Stored data entries:
────

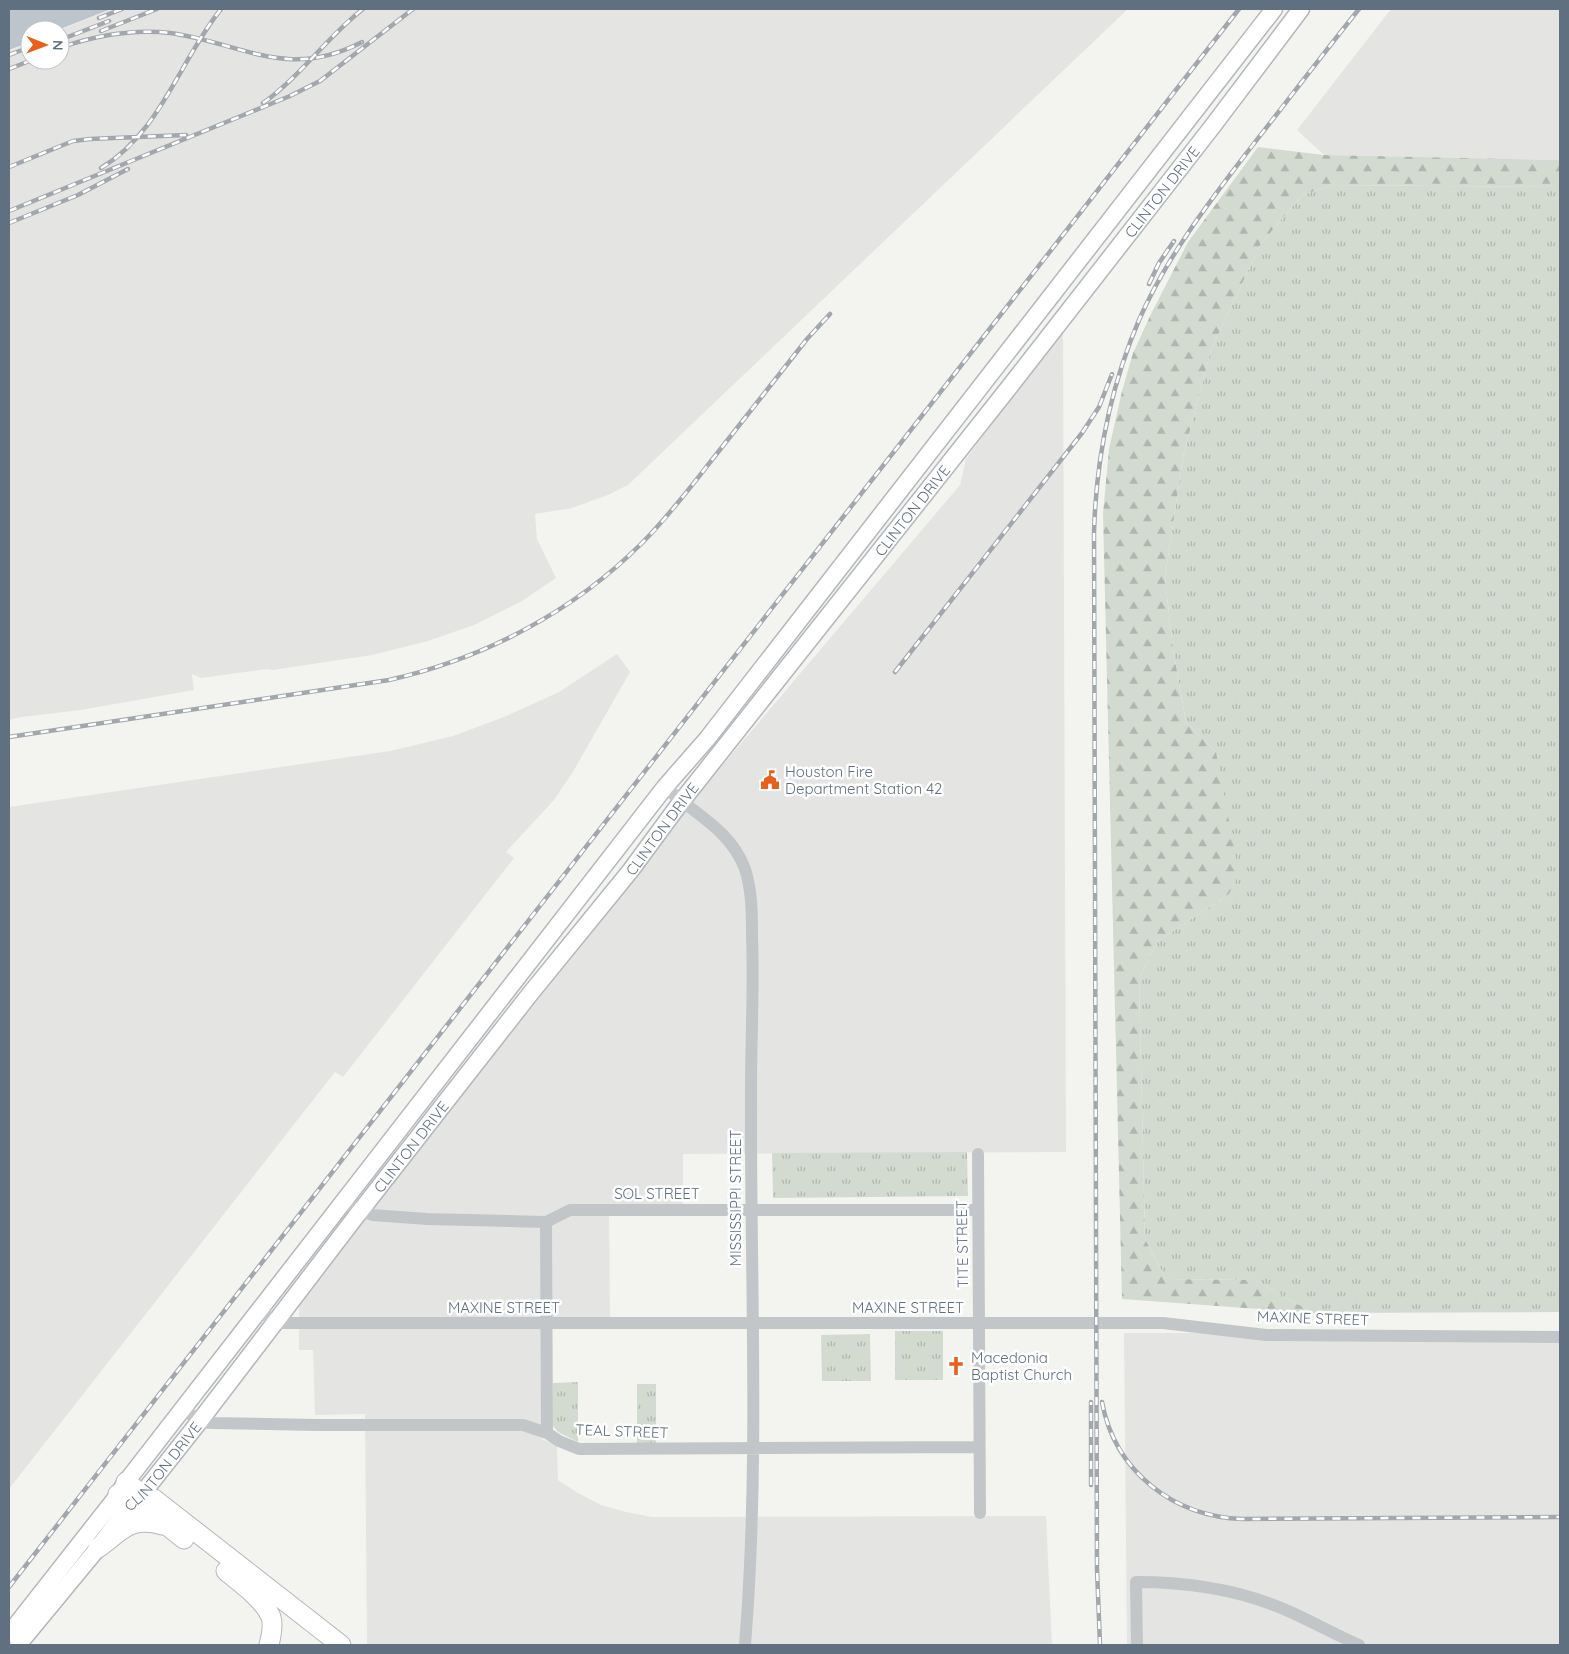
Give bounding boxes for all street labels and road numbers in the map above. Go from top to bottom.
street label: CLINTON DRIVE [1120,142,1203,241]
street label: CLINTON DRIVE [870,461,954,560]
street label: CLINTON DRIVE [621,778,702,879]
street label: CLINTON DRIVE [369,1097,452,1196]
street label: MISSISSIPPI STREET [726,1130,745,1266]
street label: SOL STREET [614,1184,700,1203]
street label: TITE STREET [952,1200,972,1288]
street label: MAXINE STREET [448,1298,560,1317]
street label: MAXINE STREET [852,1298,964,1317]
street label: MAXINE STREET [1257,1307,1369,1329]
street label: CLINTON DRIVE [119,1418,205,1514]
street label: TEAL STREET [575,1420,669,1442]

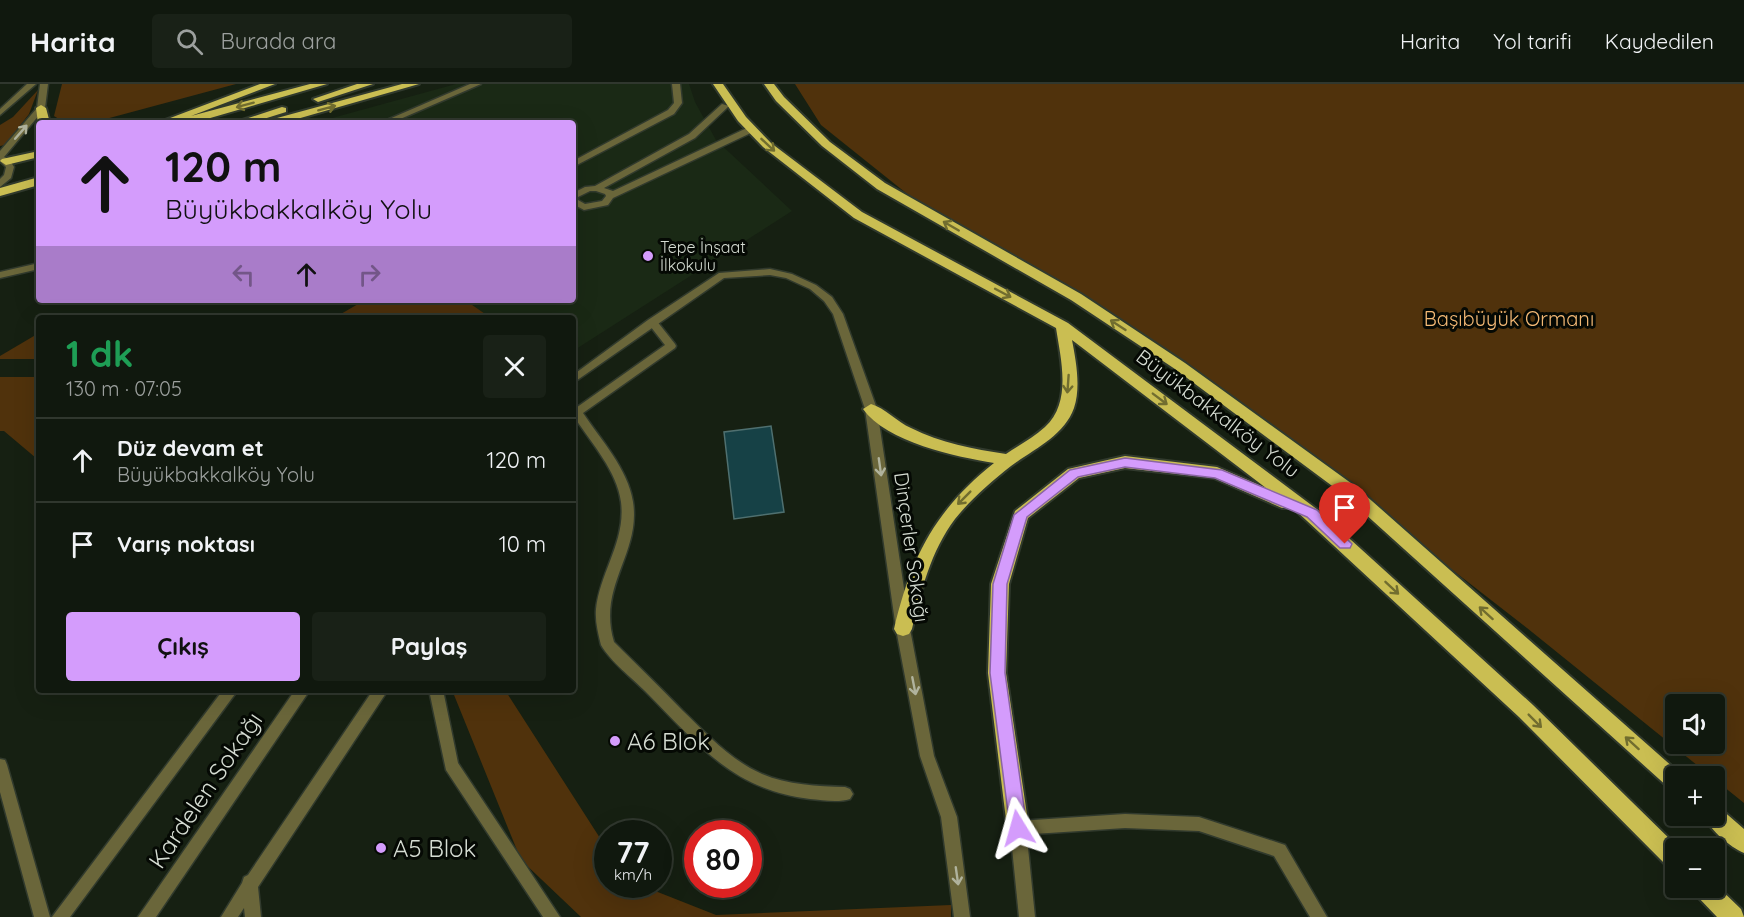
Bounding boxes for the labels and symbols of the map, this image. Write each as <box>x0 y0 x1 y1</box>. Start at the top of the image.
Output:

────

Exercise goal: Reproduce all the entries that precede this task, word for word, minus any pictures.

Answer section:
Give bounding boxes for all street labels and road numbers in the map above. Go from top to bottom.
street label: CLINTON DRIVE [1120,142,1203,241]
street label: CLINTON DRIVE [870,461,954,560]
street label: CLINTON DRIVE [621,778,702,879]
street label: CLINTON DRIVE [369,1097,452,1196]
street label: MISSISSIPPI STREET [726,1130,745,1266]
street label: SOL STREET [614,1184,700,1203]
street label: TITE STREET [952,1200,972,1288]
street label: MAXINE STREET [448,1298,560,1317]
street label: MAXINE STREET [852,1298,964,1317]
street label: MAXINE STREET [1257,1307,1369,1329]
street label: CLINTON DRIVE [119,1418,205,1514]
street label: TEAL STREET [575,1420,669,1442]

Bounding boxes for the labels and symbols of the map, this image. Write each as <box>x0 y0 x1 y1</box>. Start at the top of the image.
Output:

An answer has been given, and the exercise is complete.